*** Record excerpts Section Begins ***
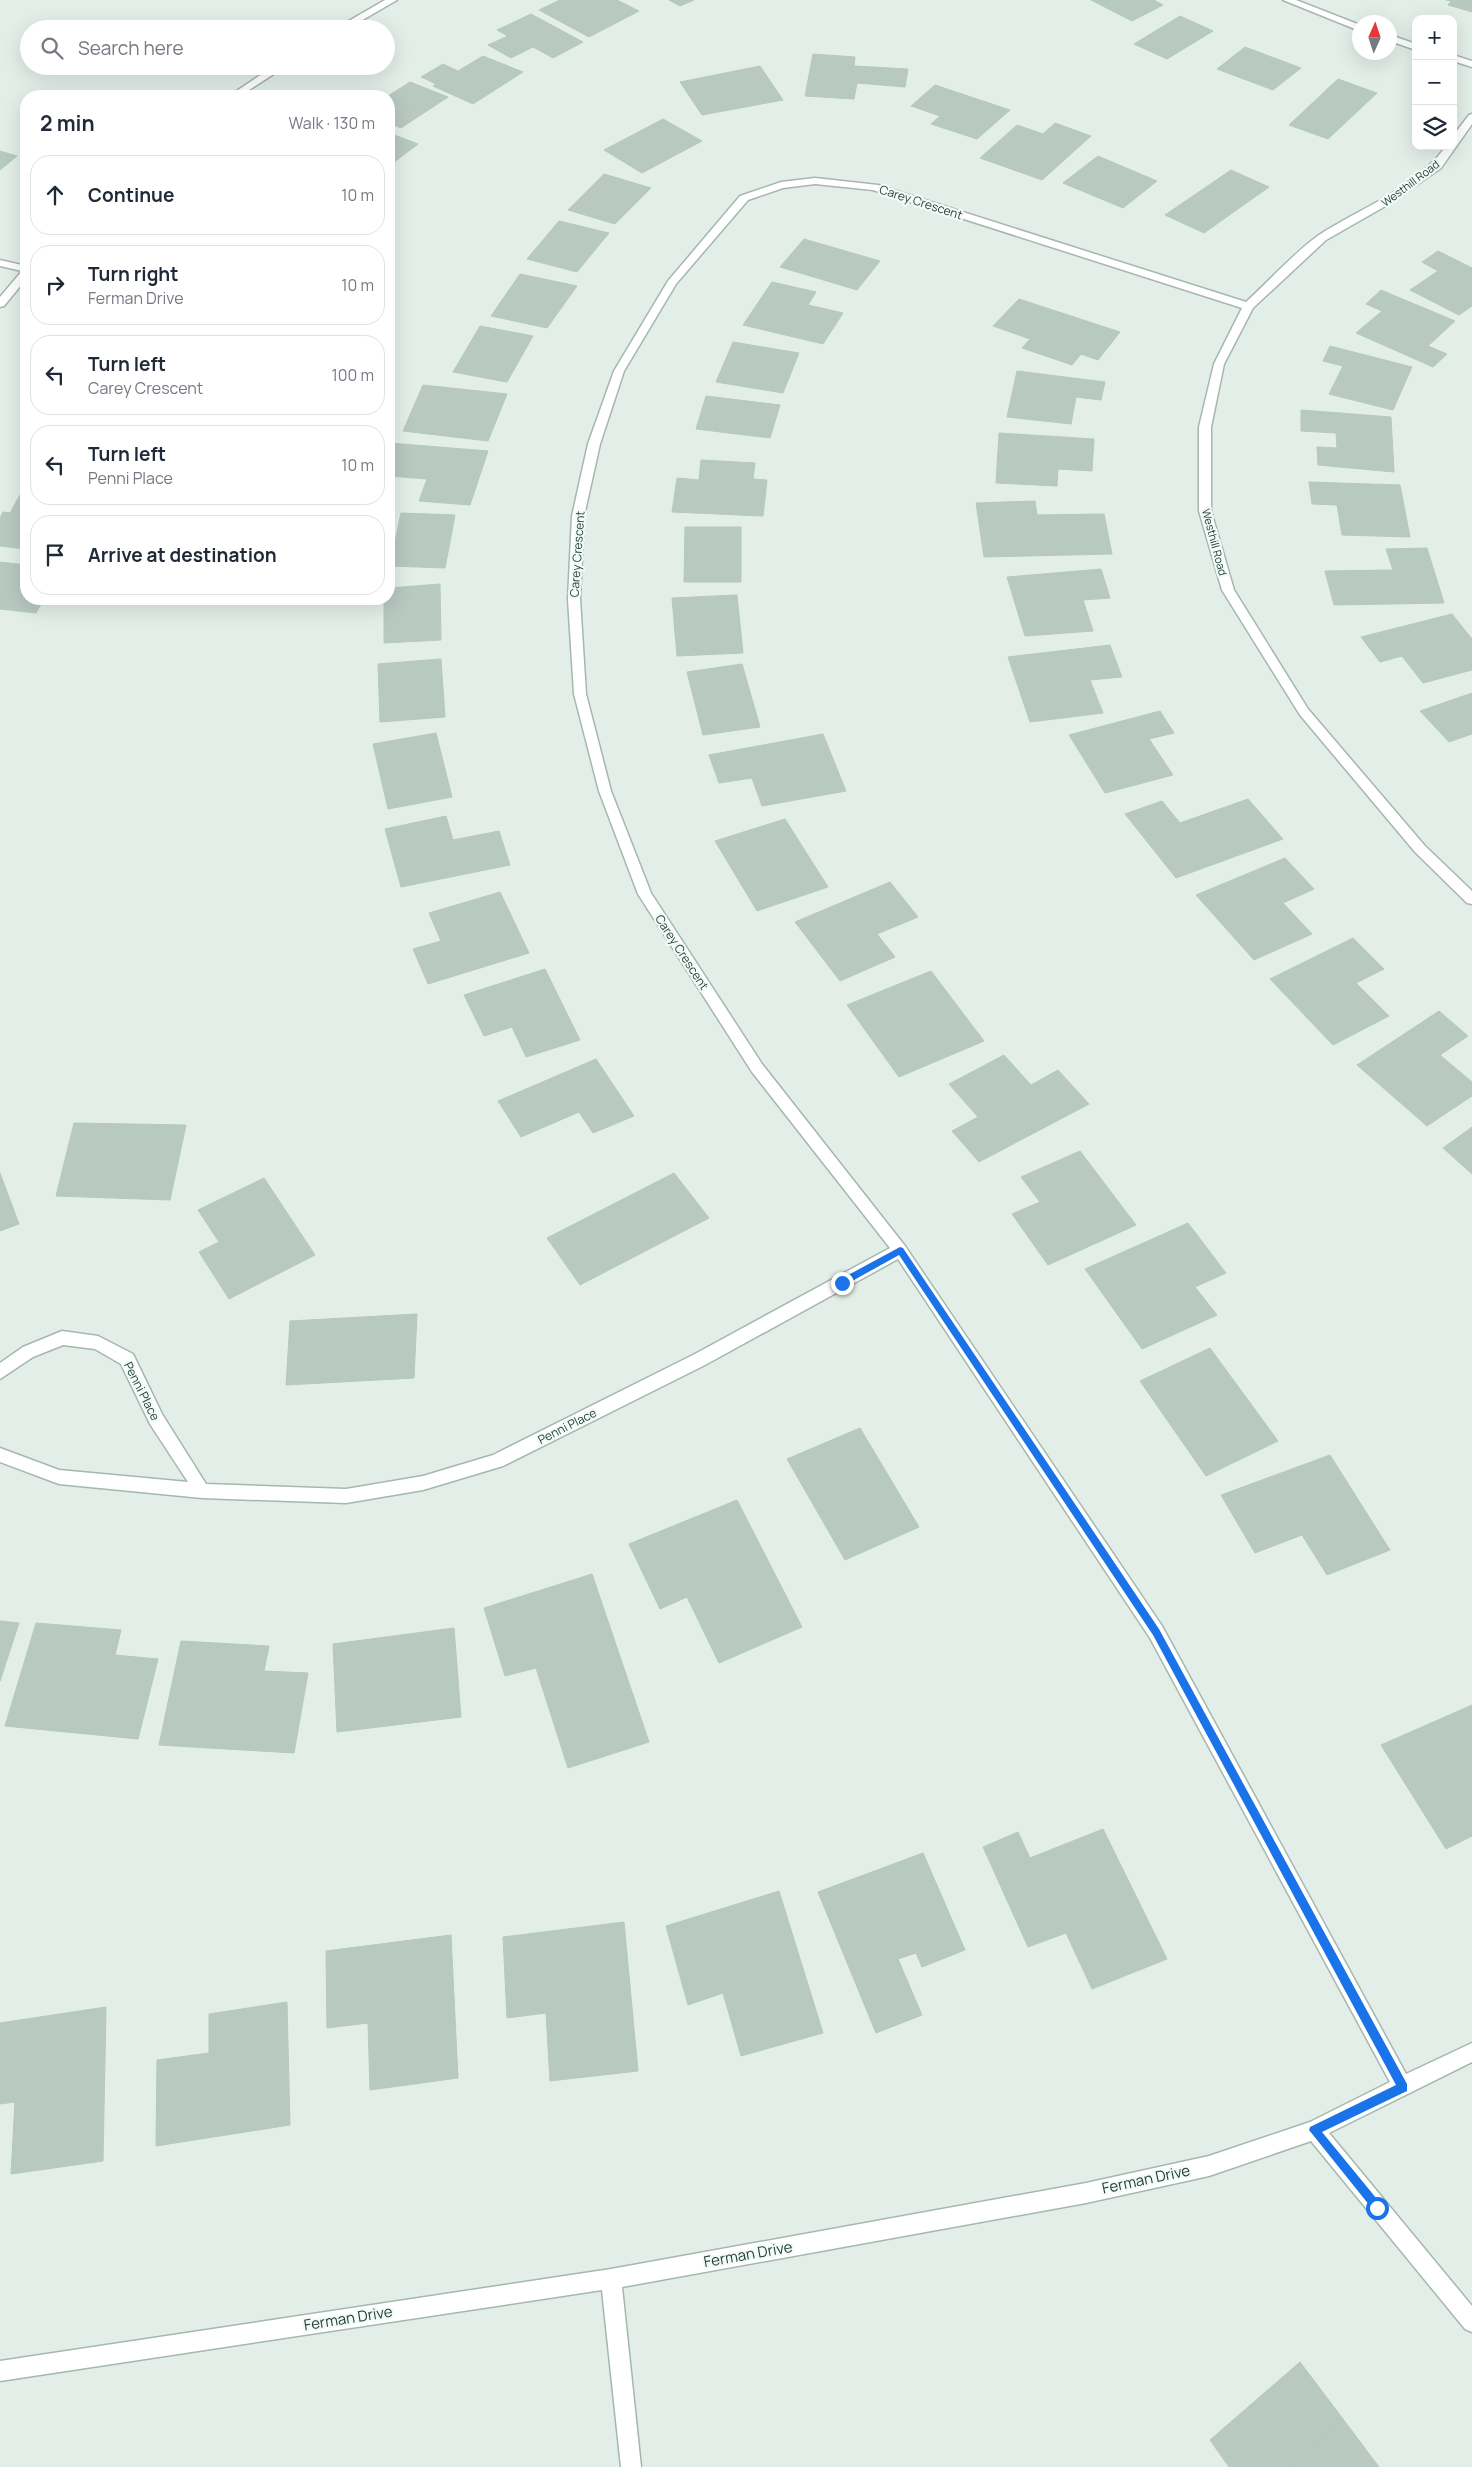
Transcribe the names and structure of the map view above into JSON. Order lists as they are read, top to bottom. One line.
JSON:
*** Record excerpts Section Ends ***
*** Record excerpts Section Begins ***
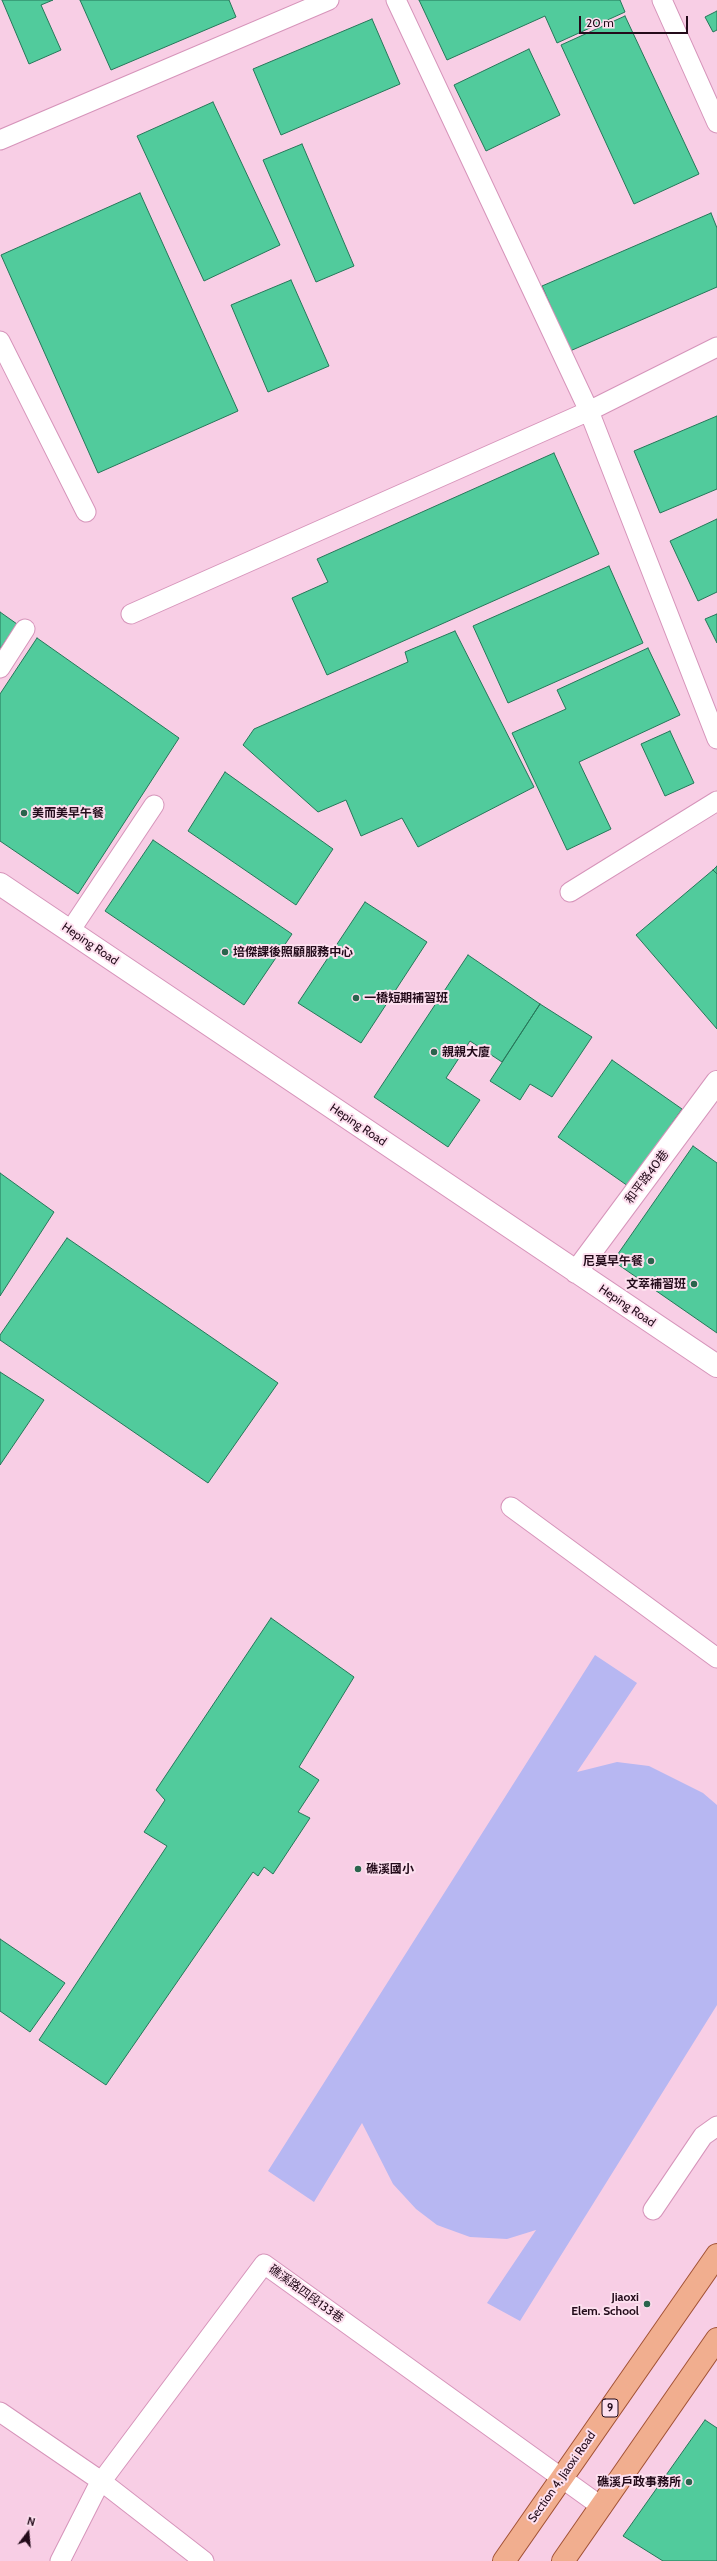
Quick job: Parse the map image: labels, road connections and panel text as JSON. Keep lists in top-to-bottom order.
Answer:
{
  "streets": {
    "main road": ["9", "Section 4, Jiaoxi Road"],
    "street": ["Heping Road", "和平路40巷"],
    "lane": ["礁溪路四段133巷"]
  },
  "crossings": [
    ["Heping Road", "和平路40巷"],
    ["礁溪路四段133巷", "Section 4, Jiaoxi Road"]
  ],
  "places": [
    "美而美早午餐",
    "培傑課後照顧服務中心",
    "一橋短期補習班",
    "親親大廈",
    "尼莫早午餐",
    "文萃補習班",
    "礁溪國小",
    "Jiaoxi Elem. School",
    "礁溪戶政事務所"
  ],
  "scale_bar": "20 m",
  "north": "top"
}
*** Record excerpts Section Ends ***
**Exercise aim**
Reproduce each line in the listing above that mentions the string "lists".

**Exercise result**
Transcribe the names and structure of the map view above into JSON. Order lists as they are read, top to bottom. One line.
Quick job: Parse the map image: labels, road connections and panel text as JSON. Keep lists in top-to-bottom order.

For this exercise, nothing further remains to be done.